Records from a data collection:
^^^^

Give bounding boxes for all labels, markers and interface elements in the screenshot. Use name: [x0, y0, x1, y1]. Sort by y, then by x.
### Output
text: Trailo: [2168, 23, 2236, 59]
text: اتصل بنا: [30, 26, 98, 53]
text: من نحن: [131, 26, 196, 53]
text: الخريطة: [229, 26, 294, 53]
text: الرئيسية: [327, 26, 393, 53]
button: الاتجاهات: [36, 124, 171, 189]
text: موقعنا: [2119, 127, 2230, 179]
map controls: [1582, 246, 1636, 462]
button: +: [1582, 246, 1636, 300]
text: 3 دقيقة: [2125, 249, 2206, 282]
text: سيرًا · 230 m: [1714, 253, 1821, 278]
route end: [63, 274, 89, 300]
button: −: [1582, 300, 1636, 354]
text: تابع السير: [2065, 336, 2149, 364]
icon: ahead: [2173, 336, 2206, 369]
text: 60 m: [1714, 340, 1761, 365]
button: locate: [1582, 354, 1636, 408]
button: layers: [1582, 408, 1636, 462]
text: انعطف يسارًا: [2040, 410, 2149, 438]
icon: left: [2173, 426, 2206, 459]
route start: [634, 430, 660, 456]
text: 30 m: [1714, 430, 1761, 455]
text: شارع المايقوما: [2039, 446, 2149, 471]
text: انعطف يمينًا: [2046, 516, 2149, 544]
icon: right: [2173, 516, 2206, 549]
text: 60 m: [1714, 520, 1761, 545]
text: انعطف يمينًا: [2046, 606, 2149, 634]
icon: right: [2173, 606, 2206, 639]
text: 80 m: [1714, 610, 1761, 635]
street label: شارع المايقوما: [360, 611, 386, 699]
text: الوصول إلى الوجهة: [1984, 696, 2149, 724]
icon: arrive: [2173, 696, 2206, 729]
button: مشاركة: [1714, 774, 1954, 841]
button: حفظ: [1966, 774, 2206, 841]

^^^^

Set down each entry again, exactly as written.

Give bounding boxes for all labels, markers and interface elements in the screenshot. Use name: [x0, y0, x1, y1]. Sort by y, then by x.
### Output
text: Trailo: [2168, 23, 2236, 59]
text: اتصل بنا: [30, 26, 98, 53]
text: من نحن: [131, 26, 196, 53]
text: الخريطة: [229, 26, 294, 53]
text: الرئيسية: [327, 26, 393, 53]
button: الاتجاهات: [36, 124, 171, 189]
text: موقعنا: [2119, 127, 2230, 179]
map controls: [1582, 246, 1636, 462]
button: +: [1582, 246, 1636, 300]
text: 3 دقيقة: [2125, 249, 2206, 282]
text: سيرًا · 230 m: [1714, 253, 1821, 278]
route end: [63, 274, 89, 300]
button: −: [1582, 300, 1636, 354]
text: تابع السير: [2065, 336, 2149, 364]
icon: ahead: [2173, 336, 2206, 369]
text: 60 m: [1714, 340, 1761, 365]
button: locate: [1582, 354, 1636, 408]
button: layers: [1582, 408, 1636, 462]
text: انعطف يسارًا: [2040, 410, 2149, 438]
icon: left: [2173, 426, 2206, 459]
route start: [634, 430, 660, 456]
text: 30 m: [1714, 430, 1761, 455]
text: شارع المايقوما: [2039, 446, 2149, 471]
text: انعطف يمينًا: [2046, 516, 2149, 544]
icon: right: [2173, 516, 2206, 549]
text: 60 m: [1714, 520, 1761, 545]
text: انعطف يمينًا: [2046, 606, 2149, 634]
icon: right: [2173, 606, 2206, 639]
text: 80 m: [1714, 610, 1761, 635]
street label: شارع المايقوما: [360, 611, 386, 699]
text: الوصول إلى الوجهة: [1984, 696, 2149, 724]
icon: arrive: [2173, 696, 2206, 729]
button: مشاركة: [1714, 774, 1954, 841]
button: حفظ: [1966, 774, 2206, 841]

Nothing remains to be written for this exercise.